Métro

Lorsqu’ils doivent quitter le nid familial pour poursuivre leurs études postsecondaires, certains étudiants optent pour la vie en résidence. D’autres choisissent plutôt de s’établir en appartement. Alors que la saison de renouvellement des baux bat son plein, Métro s’est penché sur la question.

Il y a quelques mois, Alexandra Huard est venue s’installer à Montréal dans le but d’étudier au Collège Ahuntsic. Ne connaissant pas bien la ville, la jeune fille, qui a grandi dans les Cantons-de-l’Est, a décidé d’habiter la résidence de son cégep. «C’est très sécuritaire et bien situé. Le côté pratique est lui aussi intéressant, puisqu’on a accès à un gym et à une salle de cinéma maison», se réjouit l’étudiante en techniques d’intervention en délinquance.

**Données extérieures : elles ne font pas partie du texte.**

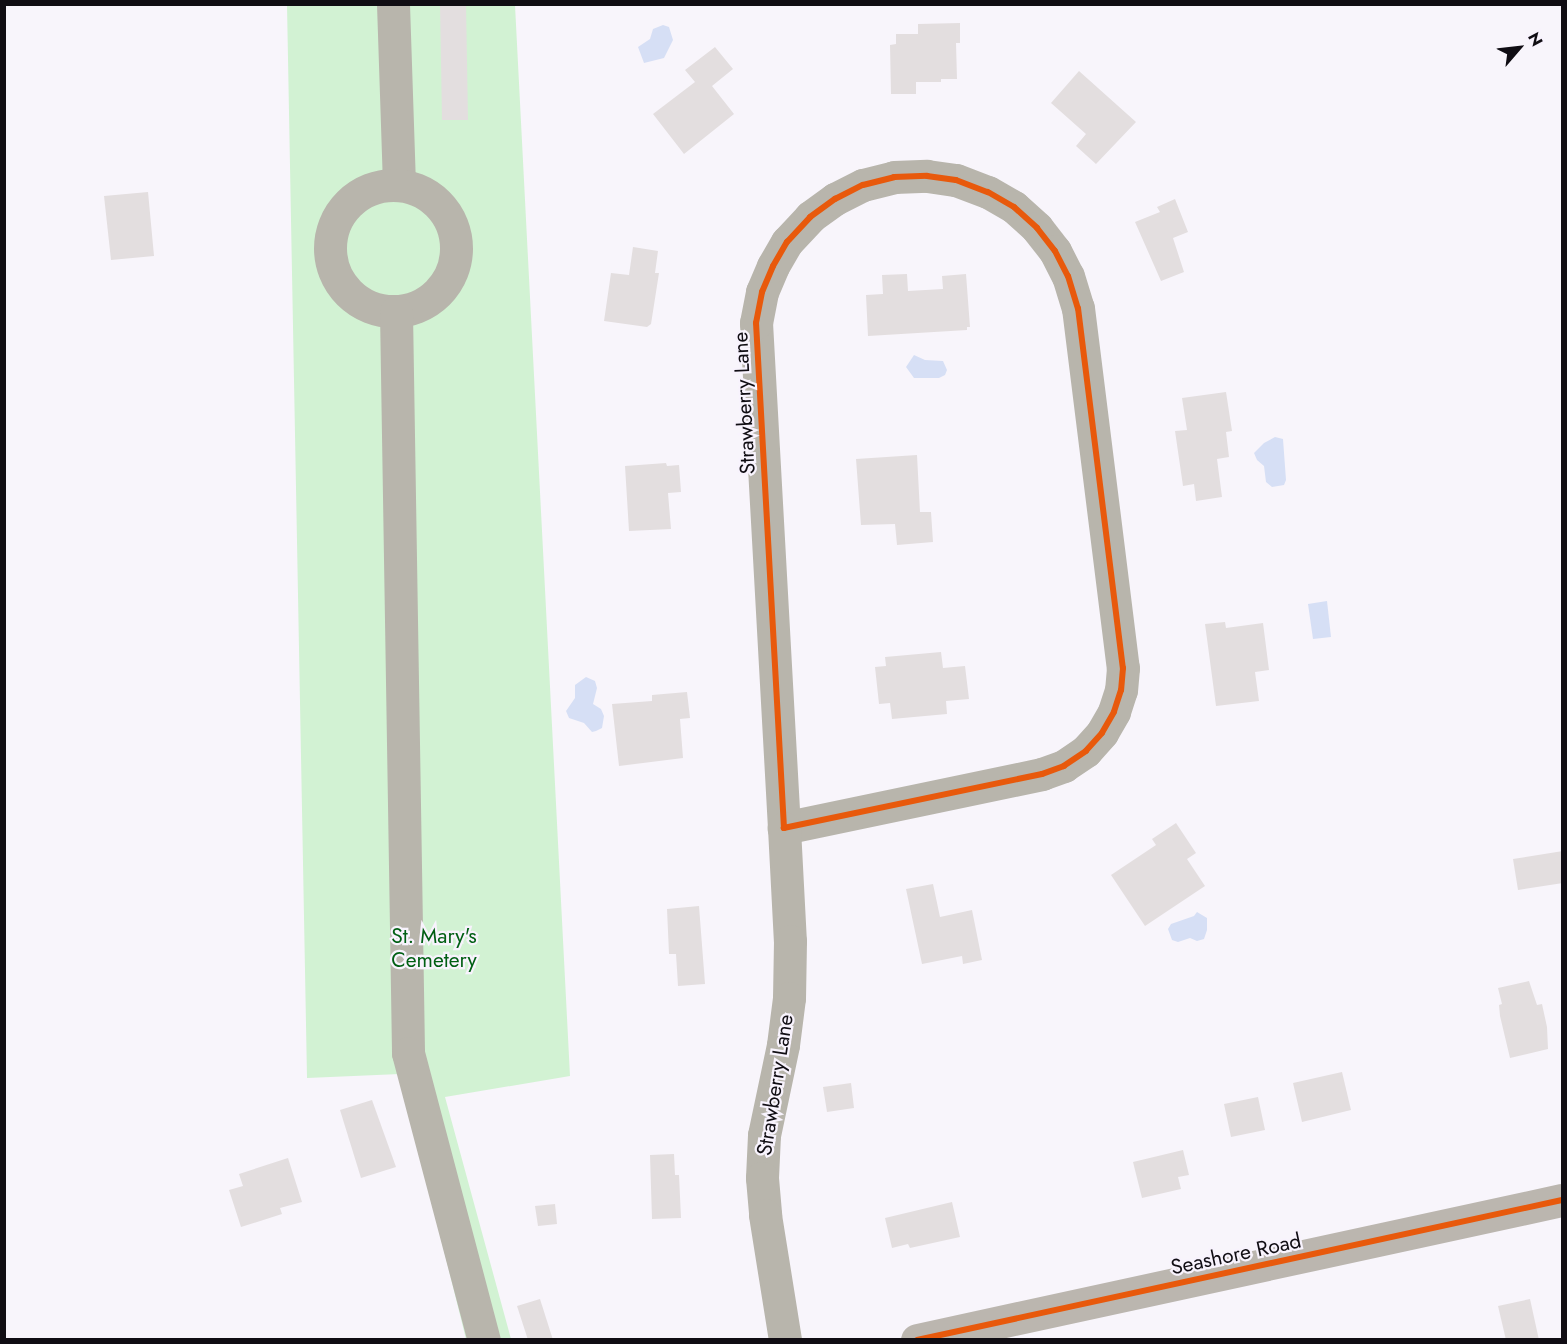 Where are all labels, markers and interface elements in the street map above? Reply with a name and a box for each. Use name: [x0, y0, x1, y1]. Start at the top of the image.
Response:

Selon Lyne Mckay, directrice du service des résidences de l’Université de Montréal, outre l’emplacement, l’accès aux installations et l’aspect sécuritaire, ce type de logement offre de nombreux avantages par rapport aux appartements. En effet, en plus d’être meublées, les résidences peuvent être louées pour une période de huit mois, et ce, à un prix avantageux. «Il s’agit d’une solution idéale pour ceux qui désirent se familiariser avec le campus et rencontrer de nouvelles personnes», affirme-t-elle.

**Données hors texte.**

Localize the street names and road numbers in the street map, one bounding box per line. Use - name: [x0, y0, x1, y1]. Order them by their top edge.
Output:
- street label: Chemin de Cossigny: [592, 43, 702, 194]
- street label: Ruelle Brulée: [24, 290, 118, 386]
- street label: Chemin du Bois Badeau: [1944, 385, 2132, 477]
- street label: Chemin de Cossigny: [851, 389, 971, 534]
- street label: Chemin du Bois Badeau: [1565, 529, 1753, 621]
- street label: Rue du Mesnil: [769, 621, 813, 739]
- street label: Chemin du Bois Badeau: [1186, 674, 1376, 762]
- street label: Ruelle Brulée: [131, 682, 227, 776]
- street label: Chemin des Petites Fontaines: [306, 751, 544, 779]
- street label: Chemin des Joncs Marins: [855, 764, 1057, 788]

C’est justement dans le but de rencontrer des gens que Mélanie Roy a choisi de vivre en résidence lors de son inscription au baccalauréat en communication à l’Université de Sherbrooke, il y a quelques années. «Je voulais prendre un appartement, mais je ne connaissais personne avec qui le partager. À la résidence, je me suis fait de nouveaux amis, qui sont par la suite devenus mes colocataires», indique la jeune femme, qui vit aujourd’hui dans un coquet4 ½ à deux pas du centre-ville de Sherbrooke.

Même si elle n’y est restée que quelques mois, Mélanie dit qu’elle a bien aimé son expérience en résidence. «L’avantage d’avoir une chambre minuscule, c’est qu’il y a très peu de ménage à faire! Ça permet de se concentrer sur ses études», souligne-t-elle.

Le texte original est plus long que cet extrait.